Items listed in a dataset
-- Opening Marker --

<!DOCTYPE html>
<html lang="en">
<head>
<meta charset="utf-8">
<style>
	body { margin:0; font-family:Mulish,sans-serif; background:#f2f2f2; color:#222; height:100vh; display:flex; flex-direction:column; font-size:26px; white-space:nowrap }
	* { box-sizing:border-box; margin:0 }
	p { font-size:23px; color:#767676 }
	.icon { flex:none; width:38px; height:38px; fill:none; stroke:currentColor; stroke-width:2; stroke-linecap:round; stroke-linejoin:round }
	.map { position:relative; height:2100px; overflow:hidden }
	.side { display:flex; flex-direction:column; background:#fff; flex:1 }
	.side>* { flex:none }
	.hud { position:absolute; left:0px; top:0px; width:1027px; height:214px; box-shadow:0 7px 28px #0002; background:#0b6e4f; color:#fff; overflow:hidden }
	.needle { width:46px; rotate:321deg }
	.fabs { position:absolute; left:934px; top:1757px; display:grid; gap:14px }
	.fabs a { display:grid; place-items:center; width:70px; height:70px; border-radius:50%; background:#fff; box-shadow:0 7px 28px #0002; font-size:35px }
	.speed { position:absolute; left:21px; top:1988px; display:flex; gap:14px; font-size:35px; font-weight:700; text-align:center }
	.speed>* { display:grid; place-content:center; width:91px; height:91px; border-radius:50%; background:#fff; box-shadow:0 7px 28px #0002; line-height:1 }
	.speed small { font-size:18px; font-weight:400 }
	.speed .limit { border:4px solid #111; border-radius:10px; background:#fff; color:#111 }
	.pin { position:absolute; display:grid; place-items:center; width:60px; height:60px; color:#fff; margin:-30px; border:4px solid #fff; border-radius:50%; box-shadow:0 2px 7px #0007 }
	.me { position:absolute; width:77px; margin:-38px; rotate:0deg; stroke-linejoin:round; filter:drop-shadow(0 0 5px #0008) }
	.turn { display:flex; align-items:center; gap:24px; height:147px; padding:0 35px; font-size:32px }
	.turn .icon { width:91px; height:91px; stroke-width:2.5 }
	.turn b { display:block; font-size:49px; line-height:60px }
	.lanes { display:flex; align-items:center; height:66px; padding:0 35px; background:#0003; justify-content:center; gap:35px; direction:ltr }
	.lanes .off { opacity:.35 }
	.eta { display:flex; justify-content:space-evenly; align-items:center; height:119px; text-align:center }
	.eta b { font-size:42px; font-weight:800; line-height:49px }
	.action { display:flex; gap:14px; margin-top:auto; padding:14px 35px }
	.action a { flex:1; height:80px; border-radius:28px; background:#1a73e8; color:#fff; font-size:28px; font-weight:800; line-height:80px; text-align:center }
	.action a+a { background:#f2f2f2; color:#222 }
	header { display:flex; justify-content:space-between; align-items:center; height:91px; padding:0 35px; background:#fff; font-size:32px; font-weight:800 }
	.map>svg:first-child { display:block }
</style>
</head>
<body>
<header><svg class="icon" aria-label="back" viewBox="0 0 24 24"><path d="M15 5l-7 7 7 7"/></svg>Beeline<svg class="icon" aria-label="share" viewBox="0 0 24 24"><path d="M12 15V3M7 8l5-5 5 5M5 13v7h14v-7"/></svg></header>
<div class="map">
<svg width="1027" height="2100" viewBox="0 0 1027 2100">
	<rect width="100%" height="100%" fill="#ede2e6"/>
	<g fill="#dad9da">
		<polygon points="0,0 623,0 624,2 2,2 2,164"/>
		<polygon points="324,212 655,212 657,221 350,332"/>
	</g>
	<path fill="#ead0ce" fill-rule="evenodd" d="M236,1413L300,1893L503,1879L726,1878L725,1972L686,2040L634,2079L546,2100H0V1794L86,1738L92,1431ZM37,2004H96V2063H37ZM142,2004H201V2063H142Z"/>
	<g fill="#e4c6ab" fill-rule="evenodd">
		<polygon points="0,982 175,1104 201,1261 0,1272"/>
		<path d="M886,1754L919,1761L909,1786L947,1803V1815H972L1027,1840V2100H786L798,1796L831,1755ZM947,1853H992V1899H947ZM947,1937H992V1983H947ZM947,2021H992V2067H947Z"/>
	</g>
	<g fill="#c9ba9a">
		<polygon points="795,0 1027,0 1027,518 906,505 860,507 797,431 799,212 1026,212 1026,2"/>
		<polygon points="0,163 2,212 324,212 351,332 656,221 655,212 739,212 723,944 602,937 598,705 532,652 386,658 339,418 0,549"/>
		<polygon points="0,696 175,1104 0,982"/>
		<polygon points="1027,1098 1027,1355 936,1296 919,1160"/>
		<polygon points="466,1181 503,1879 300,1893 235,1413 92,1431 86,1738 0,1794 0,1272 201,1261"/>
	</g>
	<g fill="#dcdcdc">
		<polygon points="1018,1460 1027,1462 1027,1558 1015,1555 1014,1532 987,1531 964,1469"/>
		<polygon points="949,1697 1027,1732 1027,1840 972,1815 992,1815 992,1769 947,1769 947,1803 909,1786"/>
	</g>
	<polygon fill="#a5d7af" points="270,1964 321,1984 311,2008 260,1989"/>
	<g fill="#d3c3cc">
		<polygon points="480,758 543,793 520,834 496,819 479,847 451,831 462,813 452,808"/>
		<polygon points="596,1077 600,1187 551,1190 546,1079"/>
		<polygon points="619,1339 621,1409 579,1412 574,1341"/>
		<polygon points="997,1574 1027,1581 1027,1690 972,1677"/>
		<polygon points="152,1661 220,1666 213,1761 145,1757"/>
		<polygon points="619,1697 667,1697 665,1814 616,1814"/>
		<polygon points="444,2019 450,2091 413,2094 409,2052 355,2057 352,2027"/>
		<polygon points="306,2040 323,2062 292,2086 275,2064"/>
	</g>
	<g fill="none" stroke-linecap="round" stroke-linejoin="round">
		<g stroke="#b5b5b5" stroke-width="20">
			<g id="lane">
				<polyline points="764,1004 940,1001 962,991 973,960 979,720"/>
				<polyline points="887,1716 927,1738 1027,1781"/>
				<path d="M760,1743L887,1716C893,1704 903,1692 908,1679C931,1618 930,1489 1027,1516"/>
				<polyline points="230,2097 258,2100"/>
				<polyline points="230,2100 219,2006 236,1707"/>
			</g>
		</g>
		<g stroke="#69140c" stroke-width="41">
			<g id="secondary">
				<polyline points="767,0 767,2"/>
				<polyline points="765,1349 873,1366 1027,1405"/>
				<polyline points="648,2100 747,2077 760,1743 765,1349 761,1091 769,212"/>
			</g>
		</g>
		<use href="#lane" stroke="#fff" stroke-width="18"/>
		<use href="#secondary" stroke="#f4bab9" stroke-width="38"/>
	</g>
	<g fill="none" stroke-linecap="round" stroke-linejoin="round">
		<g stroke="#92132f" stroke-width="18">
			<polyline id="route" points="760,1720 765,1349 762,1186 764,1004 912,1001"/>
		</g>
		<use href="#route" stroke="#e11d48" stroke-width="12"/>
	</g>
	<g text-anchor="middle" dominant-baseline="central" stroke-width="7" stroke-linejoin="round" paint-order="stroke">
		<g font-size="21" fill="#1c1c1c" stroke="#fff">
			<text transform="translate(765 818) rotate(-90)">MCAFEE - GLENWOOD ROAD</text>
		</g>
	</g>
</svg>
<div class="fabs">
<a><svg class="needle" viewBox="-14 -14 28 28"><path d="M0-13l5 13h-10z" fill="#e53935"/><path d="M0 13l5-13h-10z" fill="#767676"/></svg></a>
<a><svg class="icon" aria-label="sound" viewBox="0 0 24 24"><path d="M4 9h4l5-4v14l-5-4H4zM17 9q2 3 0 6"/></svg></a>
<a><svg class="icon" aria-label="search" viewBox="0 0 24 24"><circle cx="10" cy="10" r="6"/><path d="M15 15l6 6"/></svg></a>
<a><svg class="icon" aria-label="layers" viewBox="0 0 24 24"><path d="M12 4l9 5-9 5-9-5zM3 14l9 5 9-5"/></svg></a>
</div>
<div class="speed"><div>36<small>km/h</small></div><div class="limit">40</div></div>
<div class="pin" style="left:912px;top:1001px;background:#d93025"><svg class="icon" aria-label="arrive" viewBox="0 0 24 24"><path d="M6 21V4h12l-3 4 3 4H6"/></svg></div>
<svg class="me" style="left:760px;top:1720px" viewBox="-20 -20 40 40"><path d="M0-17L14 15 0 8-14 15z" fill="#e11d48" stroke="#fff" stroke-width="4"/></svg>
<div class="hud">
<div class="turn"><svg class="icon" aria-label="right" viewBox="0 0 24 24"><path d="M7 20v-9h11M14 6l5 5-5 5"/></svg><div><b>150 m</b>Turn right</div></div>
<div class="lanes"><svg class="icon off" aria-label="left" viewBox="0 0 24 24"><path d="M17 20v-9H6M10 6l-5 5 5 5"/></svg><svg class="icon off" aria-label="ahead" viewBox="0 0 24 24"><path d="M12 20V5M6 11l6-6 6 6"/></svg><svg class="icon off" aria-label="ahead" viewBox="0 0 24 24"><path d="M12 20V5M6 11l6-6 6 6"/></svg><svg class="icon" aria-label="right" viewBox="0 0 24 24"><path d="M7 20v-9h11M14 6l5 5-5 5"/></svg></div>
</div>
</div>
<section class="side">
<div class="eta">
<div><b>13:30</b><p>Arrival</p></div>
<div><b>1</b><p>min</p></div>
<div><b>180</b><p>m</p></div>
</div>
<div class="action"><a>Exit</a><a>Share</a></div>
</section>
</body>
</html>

-- Closing Marker --

- _Exercise objective_
Pull every line containing "limit" from the entries above and copy it.

- _Written response_
	.speed .limit { border:4px solid #111; border-radius:10px; background:#fff; color:#111 }
<div class="speed"><div>36<small>km/h</small></div><div class="limit">40</div></div>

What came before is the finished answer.